• What is expected
Search the records for "bottom". Copy every line where it appears.

• Exercise material

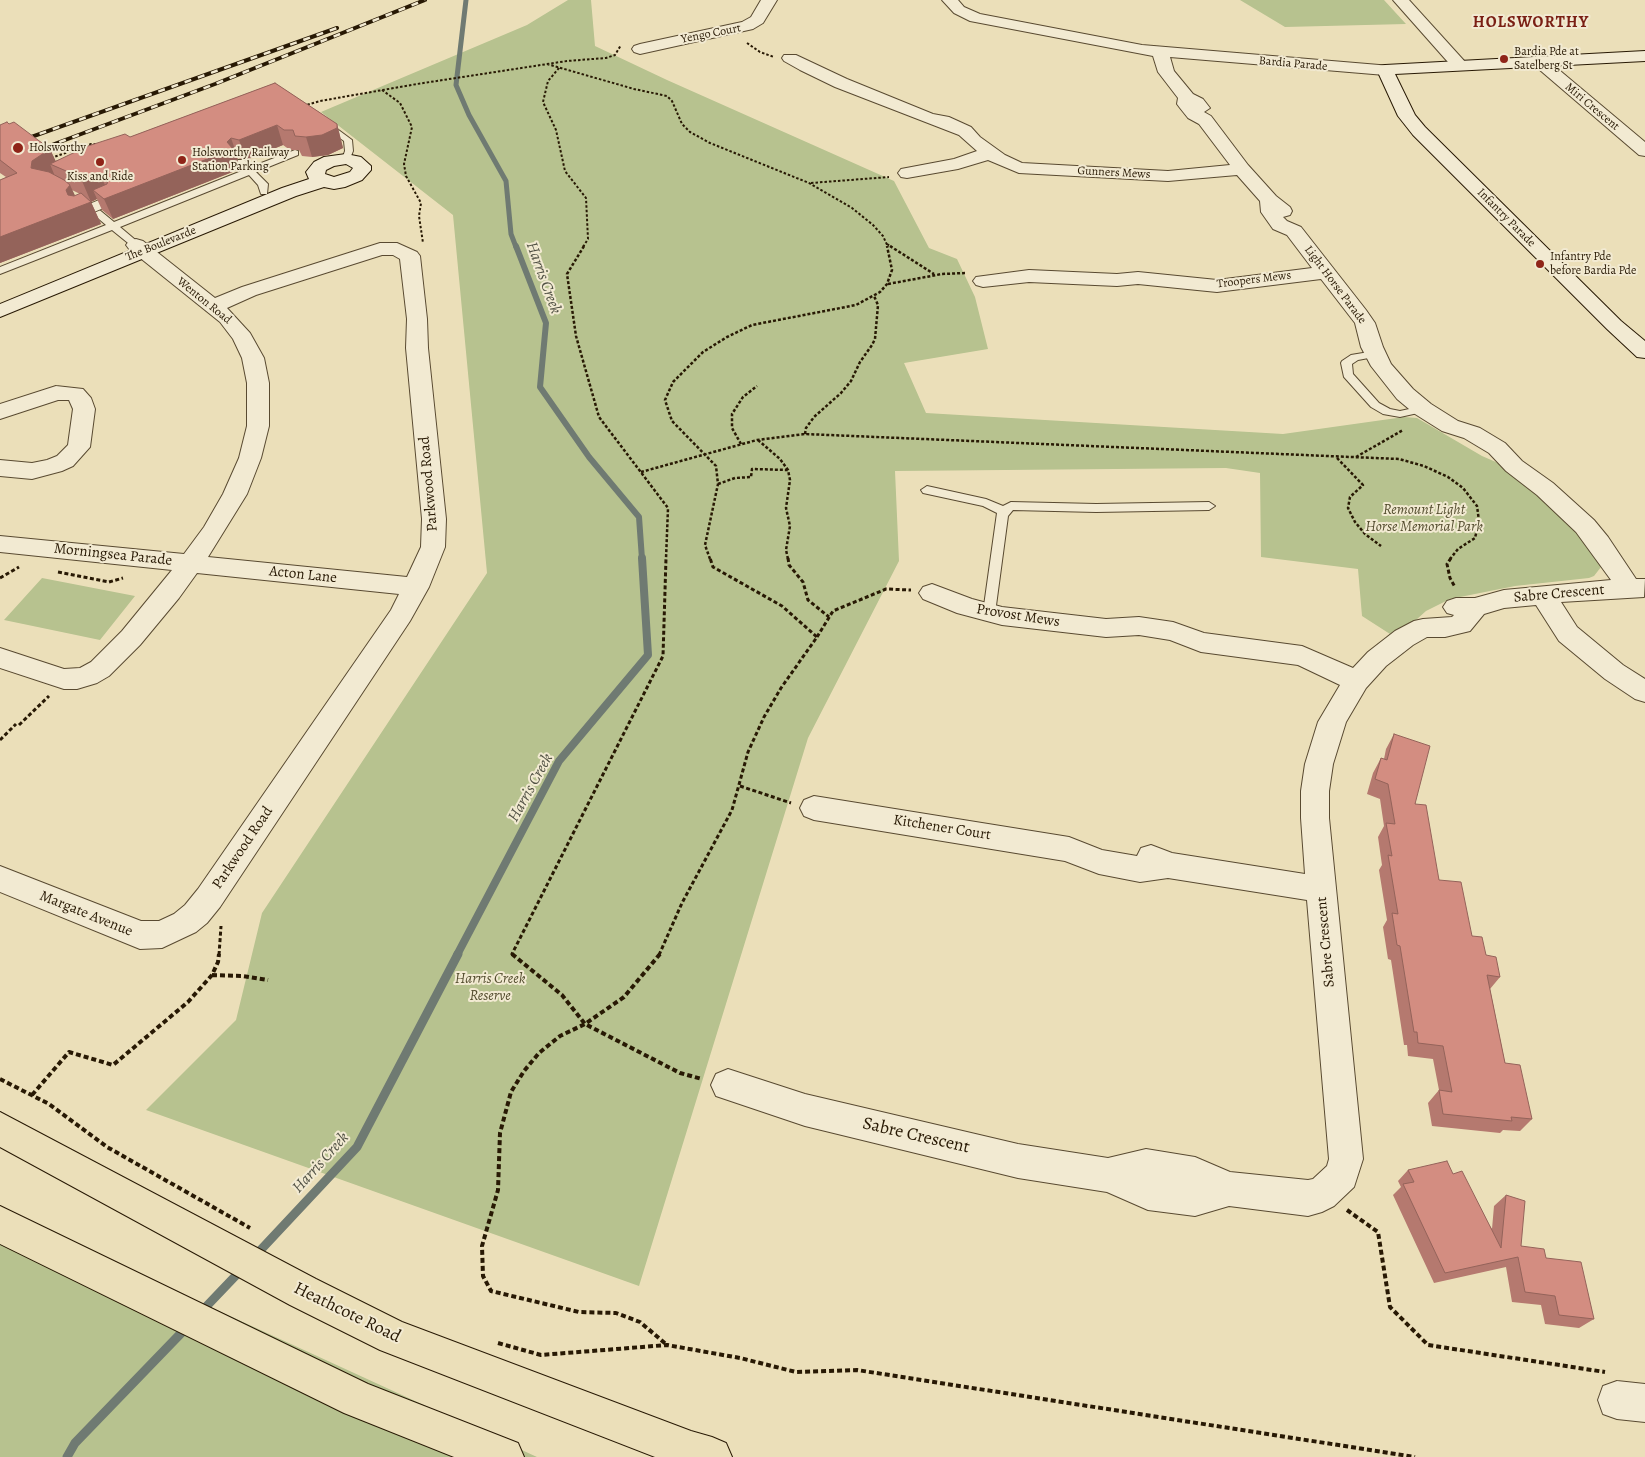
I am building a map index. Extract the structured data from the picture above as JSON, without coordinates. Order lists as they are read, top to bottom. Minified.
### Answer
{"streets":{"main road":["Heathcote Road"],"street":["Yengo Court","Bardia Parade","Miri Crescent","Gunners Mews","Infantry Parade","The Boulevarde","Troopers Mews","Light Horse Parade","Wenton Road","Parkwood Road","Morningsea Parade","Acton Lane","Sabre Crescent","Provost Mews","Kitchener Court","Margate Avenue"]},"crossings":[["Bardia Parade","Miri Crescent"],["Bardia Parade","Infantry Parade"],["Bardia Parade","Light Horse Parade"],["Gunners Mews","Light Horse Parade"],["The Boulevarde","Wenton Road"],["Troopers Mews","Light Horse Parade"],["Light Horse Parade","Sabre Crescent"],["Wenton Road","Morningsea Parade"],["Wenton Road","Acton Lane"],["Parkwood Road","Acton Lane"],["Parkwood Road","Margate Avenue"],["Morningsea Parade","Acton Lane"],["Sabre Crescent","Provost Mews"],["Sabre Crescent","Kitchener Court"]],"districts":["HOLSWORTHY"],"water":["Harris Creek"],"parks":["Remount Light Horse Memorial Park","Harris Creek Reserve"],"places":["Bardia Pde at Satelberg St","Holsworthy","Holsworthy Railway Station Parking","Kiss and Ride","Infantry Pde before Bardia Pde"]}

...

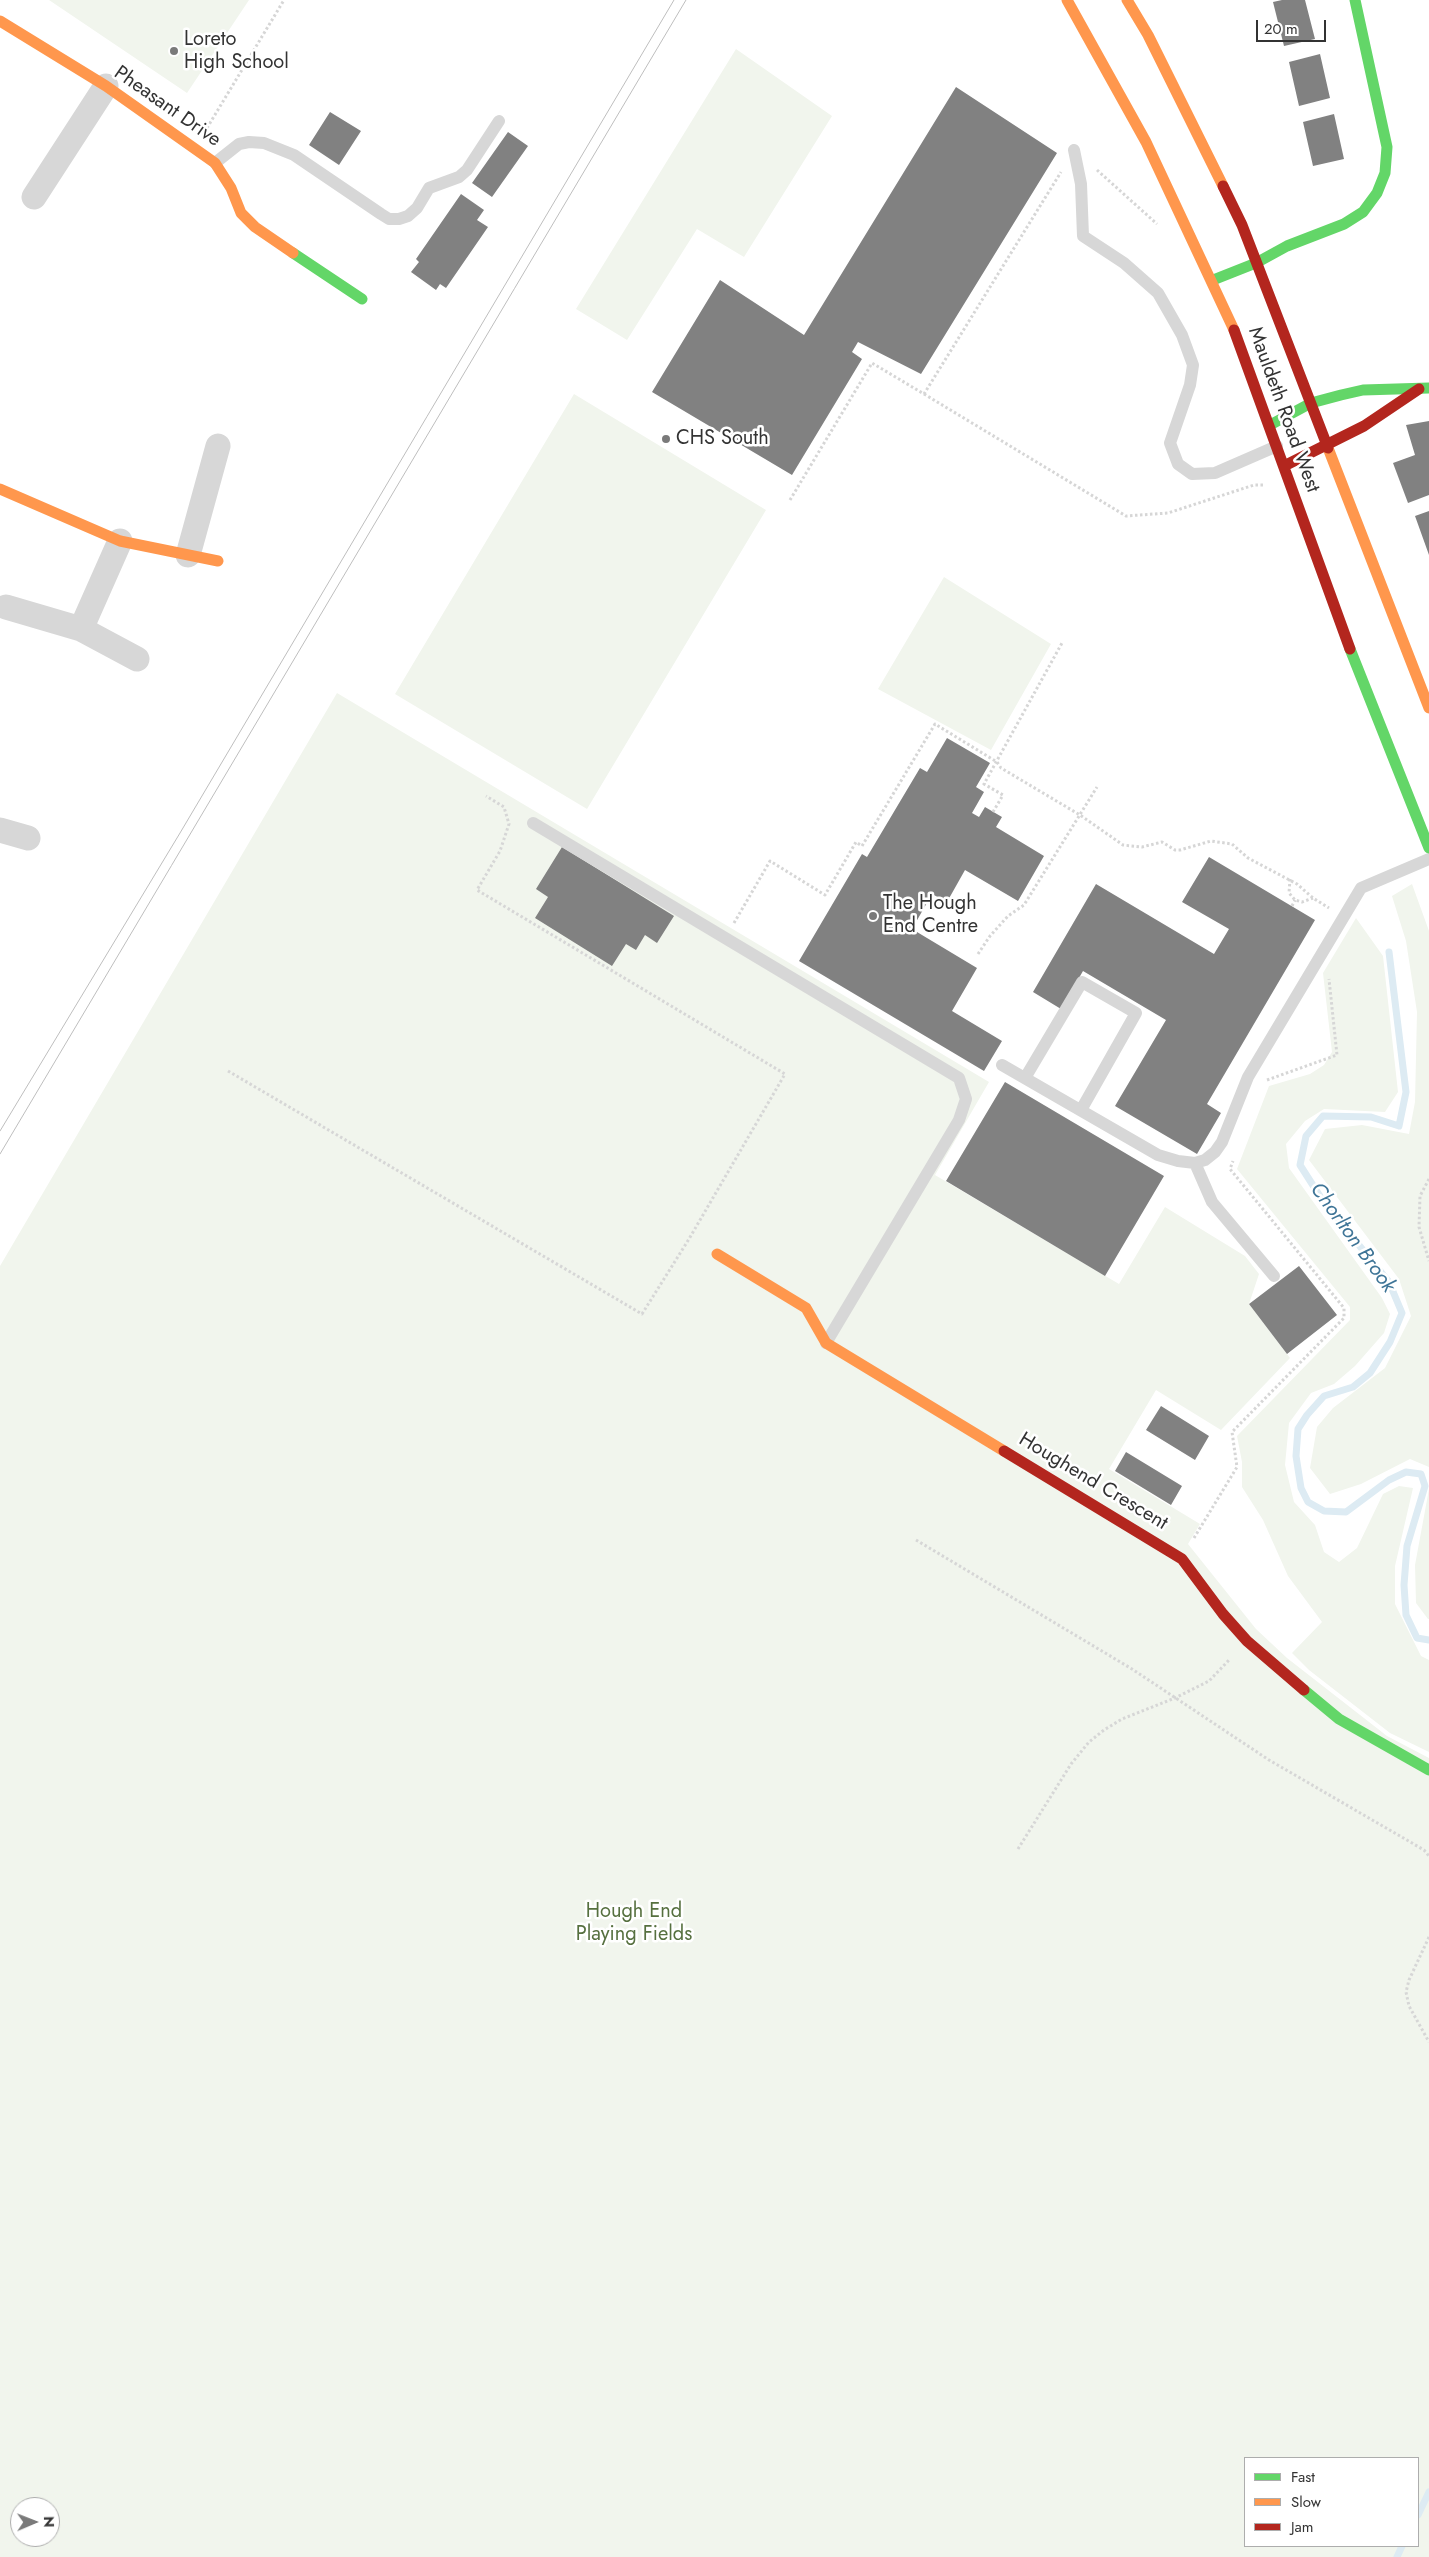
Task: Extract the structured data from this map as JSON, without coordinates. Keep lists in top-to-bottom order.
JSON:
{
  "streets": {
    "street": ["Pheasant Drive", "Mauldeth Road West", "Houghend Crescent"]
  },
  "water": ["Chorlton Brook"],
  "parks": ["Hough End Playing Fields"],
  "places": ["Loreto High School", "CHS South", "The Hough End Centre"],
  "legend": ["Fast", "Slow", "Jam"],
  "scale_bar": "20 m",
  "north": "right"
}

• Response to this exercise
I am building a map index. Extract the structured data from the picture above as JSON, without coordinates. Order lists as they are read, top to bottom. Minified.
Task: Extract the structured data from this map as JSON, without coordinates. Keep lists in top-to-bottom order.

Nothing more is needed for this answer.